Search the entries below for the word "querySelector", then copy each line in which it is found.

*** Opening Available records ***

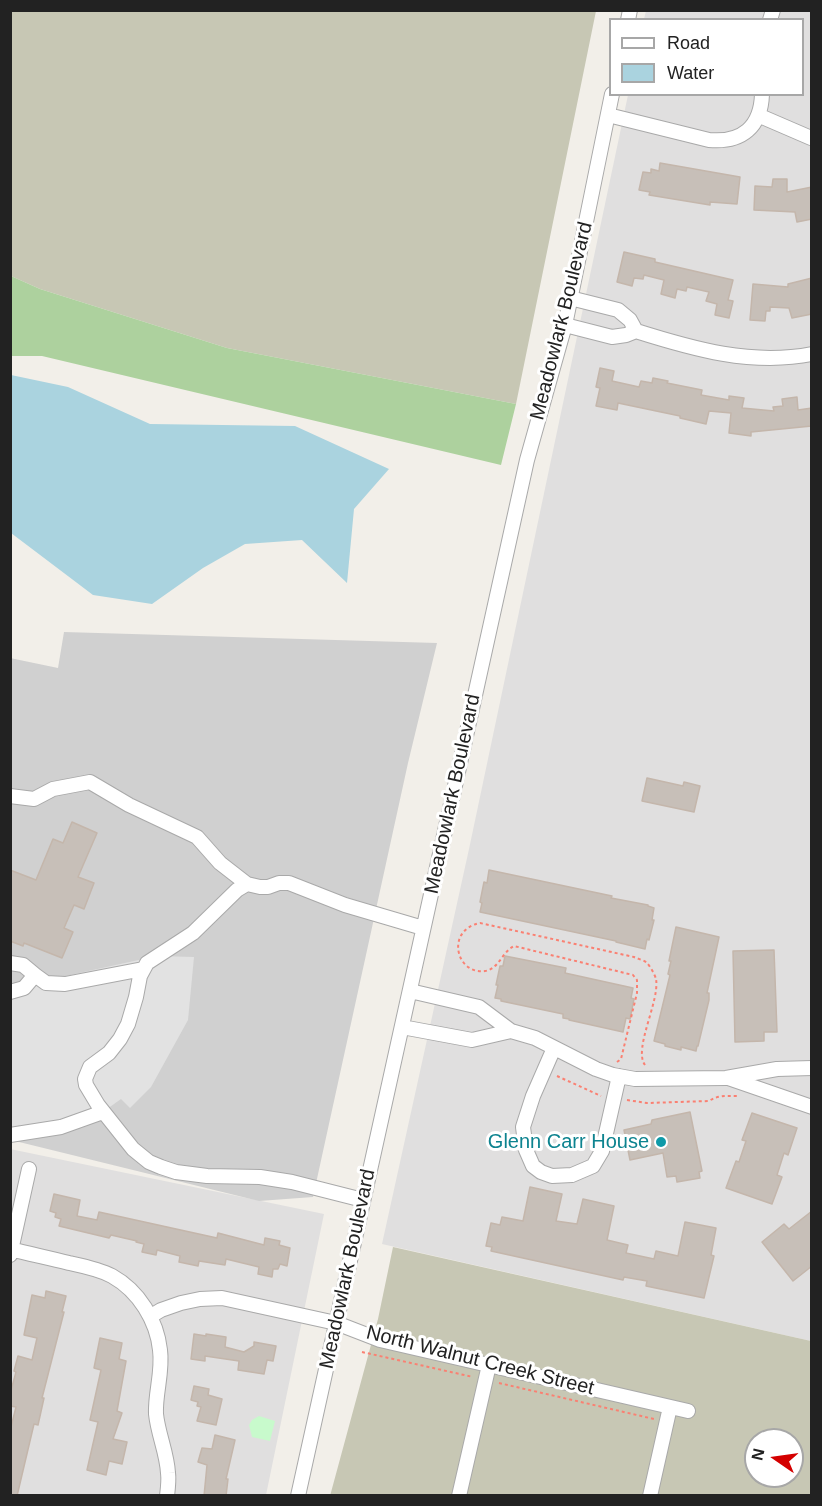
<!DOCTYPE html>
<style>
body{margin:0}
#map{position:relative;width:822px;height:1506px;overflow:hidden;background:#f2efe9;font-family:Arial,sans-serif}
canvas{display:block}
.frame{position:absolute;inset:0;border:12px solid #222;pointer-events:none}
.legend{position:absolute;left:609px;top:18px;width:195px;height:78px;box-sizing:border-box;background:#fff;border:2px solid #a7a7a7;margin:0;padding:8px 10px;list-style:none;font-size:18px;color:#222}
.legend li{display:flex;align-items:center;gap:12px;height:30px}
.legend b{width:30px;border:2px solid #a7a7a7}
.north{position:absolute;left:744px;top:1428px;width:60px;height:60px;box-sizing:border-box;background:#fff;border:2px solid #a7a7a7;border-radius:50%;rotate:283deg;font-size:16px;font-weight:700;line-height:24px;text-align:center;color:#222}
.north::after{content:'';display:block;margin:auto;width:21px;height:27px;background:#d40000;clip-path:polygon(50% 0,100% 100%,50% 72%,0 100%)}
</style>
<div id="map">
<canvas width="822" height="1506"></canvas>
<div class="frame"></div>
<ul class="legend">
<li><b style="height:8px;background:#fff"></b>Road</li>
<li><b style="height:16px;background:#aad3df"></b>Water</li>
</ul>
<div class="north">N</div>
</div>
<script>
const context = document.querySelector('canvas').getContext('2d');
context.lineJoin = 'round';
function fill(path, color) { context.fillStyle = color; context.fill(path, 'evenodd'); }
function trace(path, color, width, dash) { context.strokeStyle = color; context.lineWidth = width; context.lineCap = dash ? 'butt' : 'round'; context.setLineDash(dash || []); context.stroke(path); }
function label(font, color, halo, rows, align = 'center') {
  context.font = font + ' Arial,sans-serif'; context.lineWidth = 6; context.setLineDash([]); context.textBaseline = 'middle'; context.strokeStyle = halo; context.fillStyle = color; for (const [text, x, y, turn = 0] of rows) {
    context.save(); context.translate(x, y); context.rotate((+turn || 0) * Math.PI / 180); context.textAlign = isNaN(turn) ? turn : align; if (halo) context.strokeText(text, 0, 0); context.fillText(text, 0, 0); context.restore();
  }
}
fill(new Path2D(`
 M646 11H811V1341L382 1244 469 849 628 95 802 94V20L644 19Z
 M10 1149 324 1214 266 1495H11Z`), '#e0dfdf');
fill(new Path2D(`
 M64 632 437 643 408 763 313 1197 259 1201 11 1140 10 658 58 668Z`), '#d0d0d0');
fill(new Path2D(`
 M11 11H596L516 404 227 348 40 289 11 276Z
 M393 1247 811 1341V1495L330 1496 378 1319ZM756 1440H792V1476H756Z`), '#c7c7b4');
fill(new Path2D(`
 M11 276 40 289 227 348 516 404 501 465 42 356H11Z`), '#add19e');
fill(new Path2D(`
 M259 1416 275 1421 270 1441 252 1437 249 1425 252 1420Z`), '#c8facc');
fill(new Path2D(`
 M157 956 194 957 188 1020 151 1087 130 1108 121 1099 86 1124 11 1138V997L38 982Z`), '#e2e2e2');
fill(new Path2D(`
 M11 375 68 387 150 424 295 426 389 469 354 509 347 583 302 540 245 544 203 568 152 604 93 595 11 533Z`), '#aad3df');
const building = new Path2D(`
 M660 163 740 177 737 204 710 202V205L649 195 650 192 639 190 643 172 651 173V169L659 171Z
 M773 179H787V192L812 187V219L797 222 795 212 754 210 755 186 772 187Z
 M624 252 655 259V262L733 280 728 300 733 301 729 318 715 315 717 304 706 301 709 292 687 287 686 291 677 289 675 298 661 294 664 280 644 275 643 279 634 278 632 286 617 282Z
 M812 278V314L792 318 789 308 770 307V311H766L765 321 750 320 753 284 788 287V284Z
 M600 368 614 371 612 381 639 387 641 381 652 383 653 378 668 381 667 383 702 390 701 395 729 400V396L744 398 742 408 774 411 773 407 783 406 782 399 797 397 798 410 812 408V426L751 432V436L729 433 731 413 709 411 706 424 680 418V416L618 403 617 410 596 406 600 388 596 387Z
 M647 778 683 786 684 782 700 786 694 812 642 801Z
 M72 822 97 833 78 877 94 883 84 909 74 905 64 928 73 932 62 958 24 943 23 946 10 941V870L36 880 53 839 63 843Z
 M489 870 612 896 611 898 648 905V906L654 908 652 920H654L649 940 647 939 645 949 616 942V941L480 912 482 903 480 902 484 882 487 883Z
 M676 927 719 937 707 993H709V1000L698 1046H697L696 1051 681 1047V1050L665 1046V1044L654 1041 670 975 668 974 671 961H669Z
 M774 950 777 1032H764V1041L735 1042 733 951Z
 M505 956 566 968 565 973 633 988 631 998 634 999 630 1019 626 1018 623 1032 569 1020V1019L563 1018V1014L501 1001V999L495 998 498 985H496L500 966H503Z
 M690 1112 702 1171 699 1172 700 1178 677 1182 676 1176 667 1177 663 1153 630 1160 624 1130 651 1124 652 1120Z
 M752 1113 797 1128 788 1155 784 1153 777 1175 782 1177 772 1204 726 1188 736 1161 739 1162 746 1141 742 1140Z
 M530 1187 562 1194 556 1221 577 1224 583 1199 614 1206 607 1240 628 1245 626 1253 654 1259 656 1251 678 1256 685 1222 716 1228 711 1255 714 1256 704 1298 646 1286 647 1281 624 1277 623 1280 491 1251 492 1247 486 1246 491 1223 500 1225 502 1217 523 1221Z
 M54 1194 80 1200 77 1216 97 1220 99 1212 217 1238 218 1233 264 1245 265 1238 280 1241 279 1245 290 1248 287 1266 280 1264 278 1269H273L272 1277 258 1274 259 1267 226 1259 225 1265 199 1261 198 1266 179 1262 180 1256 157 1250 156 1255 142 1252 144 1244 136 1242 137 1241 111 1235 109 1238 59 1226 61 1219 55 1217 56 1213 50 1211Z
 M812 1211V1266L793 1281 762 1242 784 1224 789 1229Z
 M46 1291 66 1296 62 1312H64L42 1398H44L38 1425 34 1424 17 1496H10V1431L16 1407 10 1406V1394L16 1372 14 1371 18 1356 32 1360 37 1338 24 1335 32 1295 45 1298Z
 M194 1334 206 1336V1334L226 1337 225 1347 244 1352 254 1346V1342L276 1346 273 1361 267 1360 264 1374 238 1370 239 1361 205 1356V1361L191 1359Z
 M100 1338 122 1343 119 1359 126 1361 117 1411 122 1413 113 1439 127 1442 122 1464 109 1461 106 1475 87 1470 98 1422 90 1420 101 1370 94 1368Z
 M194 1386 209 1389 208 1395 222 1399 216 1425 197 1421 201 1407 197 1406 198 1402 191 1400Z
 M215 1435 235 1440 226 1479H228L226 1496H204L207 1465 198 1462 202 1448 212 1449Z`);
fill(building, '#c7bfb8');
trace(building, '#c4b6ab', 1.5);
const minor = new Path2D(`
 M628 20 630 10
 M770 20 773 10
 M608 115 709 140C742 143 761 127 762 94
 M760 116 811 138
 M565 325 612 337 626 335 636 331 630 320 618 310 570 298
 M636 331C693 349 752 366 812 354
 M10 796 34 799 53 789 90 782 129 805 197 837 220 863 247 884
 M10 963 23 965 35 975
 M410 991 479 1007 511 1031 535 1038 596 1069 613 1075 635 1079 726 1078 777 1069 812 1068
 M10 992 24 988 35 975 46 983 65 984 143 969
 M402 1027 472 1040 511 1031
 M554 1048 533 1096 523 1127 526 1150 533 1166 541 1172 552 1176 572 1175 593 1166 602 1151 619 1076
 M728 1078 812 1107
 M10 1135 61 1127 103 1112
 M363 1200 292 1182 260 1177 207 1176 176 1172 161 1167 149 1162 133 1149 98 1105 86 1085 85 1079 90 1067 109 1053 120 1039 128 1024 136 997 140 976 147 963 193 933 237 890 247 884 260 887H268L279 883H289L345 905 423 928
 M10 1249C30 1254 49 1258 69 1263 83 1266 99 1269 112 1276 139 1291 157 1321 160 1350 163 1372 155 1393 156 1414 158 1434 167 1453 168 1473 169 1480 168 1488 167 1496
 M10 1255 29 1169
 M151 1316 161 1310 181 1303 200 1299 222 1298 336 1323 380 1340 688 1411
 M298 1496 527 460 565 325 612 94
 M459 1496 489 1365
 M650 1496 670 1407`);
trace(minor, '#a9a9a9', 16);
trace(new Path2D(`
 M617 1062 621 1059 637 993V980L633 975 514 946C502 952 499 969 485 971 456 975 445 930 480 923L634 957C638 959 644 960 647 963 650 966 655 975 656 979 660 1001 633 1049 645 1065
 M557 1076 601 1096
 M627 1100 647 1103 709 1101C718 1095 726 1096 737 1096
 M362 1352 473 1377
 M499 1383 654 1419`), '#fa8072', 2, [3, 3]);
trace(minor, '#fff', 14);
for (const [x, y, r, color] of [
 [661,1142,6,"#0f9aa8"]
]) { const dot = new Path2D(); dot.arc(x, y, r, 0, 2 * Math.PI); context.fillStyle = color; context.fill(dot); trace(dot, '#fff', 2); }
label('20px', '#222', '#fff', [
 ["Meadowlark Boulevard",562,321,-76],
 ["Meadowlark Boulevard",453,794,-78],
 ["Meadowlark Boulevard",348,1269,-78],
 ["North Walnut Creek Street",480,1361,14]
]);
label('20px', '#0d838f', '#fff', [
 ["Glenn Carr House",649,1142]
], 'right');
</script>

*** Closing Available records ***
*** Opening Available records ***

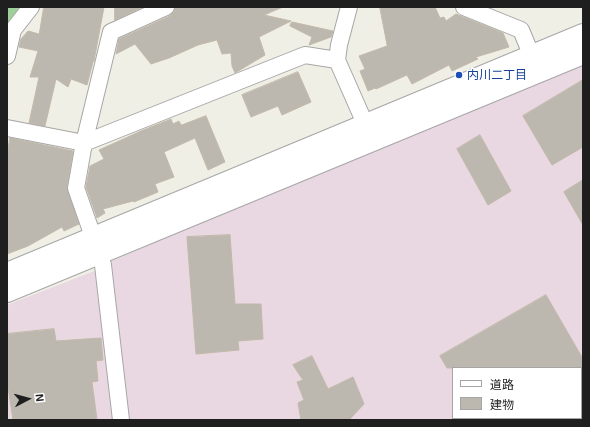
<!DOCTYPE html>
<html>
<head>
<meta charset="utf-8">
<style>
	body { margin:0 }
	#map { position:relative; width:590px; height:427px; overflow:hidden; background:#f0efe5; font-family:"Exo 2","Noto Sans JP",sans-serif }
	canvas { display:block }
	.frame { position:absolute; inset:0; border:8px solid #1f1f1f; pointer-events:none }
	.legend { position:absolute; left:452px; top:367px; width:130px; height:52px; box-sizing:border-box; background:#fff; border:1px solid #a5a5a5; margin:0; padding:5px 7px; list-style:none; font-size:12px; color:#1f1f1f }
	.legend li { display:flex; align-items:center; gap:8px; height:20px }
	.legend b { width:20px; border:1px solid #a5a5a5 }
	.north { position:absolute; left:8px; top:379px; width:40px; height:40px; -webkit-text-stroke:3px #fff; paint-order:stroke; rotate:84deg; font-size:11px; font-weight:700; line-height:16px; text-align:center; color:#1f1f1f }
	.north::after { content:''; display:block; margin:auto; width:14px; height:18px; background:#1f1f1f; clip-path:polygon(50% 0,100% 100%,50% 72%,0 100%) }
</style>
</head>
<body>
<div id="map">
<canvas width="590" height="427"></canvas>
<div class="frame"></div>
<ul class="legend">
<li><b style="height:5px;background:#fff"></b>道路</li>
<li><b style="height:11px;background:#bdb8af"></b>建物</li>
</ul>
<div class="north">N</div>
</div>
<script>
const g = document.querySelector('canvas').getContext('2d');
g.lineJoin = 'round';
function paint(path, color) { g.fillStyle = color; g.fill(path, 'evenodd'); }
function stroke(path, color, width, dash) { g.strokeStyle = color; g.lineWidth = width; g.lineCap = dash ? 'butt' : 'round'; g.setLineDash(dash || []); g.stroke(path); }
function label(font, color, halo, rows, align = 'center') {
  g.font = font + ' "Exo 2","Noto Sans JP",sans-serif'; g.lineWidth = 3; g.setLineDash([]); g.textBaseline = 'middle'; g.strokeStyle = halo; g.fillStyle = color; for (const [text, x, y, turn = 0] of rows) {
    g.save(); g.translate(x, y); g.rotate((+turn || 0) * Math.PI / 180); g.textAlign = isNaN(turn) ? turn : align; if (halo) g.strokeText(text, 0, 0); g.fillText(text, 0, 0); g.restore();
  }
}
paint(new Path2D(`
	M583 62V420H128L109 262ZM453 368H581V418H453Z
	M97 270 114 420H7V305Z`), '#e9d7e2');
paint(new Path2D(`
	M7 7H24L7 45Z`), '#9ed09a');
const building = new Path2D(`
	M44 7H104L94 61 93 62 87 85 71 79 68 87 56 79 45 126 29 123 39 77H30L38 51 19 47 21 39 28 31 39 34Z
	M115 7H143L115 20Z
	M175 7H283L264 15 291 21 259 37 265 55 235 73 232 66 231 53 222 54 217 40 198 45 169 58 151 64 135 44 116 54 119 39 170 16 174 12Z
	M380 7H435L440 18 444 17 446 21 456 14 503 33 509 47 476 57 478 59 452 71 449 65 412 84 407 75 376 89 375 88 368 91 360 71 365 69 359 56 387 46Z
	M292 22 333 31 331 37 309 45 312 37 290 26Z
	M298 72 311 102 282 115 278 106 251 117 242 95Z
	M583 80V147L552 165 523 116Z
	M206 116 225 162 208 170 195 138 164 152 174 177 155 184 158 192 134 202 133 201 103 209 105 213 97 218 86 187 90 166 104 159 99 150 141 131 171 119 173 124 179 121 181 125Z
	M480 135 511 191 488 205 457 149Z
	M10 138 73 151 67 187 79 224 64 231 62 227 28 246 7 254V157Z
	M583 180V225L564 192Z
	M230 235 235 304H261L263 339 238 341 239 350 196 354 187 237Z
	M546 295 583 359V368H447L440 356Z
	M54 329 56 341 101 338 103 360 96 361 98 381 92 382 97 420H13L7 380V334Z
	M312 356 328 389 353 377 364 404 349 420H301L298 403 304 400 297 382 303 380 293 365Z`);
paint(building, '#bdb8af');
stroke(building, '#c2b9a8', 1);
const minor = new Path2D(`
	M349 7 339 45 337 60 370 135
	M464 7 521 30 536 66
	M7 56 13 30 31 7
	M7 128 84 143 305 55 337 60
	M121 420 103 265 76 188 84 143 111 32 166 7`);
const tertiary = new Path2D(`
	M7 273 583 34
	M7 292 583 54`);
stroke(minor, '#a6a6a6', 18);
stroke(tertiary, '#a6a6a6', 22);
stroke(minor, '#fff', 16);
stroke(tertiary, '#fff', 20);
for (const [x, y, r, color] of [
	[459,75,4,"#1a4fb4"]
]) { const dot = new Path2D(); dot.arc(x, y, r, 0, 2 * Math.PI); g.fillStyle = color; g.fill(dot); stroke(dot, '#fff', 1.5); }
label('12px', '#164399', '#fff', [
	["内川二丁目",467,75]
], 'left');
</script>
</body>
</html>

*** Closing Available records ***

> [Exercise output]:
const context = document.querySelector('canvas').getContext('2d');
const g = document.querySelector('canvas').getContext('2d');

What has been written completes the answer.